Information shown section start

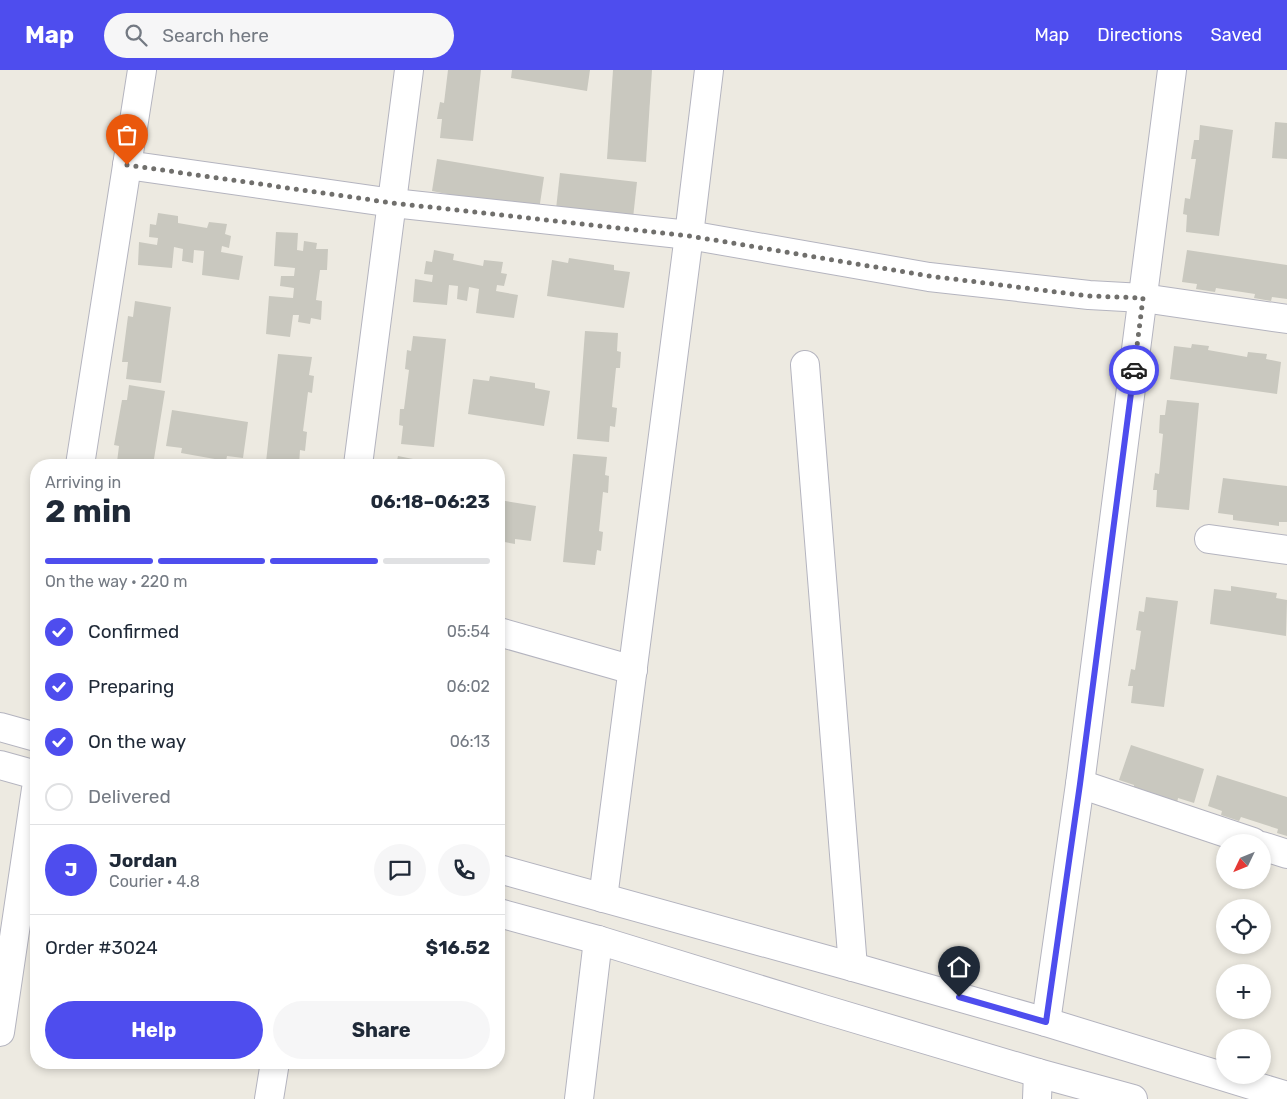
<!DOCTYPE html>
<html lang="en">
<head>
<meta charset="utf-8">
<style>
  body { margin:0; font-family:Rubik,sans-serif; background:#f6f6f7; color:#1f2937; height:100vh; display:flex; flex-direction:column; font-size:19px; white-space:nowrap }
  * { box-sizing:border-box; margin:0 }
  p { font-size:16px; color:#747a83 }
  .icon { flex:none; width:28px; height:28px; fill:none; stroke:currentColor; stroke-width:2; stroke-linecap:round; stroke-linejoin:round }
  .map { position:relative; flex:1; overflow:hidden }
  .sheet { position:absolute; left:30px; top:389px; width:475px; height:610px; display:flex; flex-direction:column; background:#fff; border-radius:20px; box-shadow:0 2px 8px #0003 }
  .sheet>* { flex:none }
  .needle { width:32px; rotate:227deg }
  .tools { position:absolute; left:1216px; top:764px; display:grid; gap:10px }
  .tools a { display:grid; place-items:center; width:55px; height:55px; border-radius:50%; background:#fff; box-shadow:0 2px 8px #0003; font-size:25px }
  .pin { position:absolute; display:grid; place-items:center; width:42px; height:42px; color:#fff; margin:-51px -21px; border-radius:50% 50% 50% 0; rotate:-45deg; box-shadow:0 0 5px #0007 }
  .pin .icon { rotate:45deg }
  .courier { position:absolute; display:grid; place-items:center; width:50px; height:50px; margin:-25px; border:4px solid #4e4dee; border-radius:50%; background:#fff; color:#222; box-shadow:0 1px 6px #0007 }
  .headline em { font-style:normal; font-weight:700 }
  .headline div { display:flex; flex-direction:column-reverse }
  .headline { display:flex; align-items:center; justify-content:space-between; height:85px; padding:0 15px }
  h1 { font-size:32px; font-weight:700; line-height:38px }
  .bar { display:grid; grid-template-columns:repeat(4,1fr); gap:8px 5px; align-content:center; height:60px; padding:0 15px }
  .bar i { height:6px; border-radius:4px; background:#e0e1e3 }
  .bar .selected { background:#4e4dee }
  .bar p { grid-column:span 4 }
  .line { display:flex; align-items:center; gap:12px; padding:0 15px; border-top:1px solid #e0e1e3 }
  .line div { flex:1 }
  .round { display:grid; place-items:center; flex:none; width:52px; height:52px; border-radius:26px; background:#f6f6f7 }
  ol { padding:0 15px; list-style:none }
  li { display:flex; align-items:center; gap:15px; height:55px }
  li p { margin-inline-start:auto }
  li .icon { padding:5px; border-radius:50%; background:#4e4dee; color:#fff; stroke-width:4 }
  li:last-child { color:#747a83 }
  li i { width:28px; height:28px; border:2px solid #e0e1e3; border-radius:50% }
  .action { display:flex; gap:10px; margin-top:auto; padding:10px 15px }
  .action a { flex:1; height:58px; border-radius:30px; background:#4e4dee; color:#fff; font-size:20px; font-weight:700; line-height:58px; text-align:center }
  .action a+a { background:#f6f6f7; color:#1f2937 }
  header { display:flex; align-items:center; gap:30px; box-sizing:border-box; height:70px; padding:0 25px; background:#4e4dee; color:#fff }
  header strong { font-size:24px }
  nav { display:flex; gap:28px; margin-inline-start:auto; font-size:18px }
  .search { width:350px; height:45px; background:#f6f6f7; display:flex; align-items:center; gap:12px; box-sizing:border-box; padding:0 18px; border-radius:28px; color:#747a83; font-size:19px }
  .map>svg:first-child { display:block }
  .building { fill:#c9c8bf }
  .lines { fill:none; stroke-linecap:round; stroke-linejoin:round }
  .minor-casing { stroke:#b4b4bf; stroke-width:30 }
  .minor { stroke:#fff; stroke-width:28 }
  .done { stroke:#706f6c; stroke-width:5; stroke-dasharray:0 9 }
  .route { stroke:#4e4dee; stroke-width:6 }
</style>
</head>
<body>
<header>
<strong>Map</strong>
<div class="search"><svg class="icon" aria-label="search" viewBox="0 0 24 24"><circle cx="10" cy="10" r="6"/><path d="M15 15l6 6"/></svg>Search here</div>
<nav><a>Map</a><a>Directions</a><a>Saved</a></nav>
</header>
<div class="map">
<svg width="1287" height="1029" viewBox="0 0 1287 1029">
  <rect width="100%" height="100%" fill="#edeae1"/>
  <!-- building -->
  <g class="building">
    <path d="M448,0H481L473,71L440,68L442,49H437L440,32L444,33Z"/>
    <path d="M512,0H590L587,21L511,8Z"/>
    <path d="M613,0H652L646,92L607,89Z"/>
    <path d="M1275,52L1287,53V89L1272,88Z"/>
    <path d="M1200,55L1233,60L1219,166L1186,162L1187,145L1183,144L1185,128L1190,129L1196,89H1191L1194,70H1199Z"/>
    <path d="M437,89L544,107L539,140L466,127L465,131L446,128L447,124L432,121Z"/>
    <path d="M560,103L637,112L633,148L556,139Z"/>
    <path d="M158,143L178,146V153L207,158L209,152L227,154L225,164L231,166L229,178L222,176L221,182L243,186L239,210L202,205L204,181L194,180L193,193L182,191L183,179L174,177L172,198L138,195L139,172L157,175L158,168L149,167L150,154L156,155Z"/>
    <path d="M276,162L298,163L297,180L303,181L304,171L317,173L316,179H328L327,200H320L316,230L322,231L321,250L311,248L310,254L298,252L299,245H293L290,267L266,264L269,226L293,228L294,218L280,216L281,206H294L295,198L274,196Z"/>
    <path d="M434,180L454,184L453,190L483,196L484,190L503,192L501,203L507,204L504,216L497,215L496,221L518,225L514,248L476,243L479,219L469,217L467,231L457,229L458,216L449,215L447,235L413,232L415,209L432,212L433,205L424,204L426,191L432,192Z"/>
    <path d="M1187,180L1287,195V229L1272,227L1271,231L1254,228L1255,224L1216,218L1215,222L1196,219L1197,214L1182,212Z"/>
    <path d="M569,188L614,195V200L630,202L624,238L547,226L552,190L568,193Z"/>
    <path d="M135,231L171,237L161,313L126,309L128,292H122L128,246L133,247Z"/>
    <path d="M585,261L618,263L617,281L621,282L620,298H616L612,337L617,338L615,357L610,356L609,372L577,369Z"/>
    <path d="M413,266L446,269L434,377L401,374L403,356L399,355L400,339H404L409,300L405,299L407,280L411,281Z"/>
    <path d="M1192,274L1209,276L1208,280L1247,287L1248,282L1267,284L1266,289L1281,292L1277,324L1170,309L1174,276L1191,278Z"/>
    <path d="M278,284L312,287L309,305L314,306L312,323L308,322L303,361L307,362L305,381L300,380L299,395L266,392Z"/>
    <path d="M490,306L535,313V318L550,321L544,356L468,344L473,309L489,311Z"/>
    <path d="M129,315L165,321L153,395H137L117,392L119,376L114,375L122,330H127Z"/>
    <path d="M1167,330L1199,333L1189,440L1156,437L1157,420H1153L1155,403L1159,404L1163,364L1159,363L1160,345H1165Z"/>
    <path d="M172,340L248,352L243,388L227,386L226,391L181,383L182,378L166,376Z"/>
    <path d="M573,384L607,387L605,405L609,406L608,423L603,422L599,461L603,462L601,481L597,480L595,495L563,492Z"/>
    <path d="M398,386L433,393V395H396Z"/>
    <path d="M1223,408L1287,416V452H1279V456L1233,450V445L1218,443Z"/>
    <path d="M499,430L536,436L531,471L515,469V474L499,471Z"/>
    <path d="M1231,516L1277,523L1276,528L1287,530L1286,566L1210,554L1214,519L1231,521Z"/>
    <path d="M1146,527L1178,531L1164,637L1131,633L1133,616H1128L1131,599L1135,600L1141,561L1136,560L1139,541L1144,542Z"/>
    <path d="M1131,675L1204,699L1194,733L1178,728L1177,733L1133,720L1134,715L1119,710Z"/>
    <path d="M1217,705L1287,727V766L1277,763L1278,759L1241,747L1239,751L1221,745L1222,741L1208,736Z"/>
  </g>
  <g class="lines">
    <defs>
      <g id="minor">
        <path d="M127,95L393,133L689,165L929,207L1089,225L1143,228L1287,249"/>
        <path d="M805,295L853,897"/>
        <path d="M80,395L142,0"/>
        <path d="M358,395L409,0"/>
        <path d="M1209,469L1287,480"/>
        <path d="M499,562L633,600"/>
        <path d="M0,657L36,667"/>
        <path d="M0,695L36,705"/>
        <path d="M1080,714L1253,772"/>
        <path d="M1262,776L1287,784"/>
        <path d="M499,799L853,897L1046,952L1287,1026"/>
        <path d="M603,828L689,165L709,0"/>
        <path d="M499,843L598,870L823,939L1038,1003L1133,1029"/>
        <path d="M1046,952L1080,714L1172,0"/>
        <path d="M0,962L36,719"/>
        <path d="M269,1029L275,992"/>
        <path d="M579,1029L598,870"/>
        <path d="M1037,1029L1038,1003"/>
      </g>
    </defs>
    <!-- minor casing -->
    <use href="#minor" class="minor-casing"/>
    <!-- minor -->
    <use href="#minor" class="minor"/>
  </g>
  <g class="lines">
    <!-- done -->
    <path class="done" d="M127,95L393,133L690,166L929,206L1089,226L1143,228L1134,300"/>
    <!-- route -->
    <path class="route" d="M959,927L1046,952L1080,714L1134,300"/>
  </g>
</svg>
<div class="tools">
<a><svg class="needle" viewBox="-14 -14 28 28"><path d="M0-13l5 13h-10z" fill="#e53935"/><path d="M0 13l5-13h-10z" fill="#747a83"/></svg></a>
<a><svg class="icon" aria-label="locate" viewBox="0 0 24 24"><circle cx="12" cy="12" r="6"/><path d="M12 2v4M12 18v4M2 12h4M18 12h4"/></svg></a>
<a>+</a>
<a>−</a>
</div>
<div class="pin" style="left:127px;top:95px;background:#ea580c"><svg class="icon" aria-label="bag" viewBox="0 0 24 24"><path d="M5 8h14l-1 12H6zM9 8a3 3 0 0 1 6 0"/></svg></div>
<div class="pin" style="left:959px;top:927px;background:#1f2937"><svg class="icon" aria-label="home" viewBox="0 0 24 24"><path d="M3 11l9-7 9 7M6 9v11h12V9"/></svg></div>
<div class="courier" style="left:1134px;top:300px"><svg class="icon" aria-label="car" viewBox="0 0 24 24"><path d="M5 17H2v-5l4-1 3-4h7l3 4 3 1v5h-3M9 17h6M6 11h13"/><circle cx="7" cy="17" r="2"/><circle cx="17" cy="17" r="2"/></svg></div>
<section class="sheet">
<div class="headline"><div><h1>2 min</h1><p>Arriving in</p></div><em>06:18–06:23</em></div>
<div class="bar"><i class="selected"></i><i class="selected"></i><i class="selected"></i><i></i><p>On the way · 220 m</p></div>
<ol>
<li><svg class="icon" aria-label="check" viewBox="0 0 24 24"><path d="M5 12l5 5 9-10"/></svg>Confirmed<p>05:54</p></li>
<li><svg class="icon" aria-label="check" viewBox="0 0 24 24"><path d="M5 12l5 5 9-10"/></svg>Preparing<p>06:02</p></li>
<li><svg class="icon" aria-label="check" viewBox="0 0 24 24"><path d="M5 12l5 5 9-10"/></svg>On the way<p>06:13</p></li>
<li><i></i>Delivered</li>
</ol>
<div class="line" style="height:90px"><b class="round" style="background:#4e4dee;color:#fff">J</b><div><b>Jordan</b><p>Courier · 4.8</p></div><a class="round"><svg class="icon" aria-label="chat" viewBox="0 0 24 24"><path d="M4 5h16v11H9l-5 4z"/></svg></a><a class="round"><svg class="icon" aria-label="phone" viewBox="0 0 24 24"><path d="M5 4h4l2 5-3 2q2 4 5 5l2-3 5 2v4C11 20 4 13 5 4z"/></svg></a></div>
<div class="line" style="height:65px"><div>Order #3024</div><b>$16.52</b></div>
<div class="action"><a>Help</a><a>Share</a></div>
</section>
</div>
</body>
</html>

Information shown section end

What the task requires
Please go through the data above and copy each line that has the word "rotate".

Written response
  .needle { width:32px; rotate:227deg }
  .pin { position:absolute; display:grid; place-items:center; width:42px; height:42px; color:#fff; margin:-51px -21px; border-radius:50% 50% 50% 0; rotate:-45deg; box-shadow:0 0 5px #0007 }
  .pin .icon { rotate:45deg }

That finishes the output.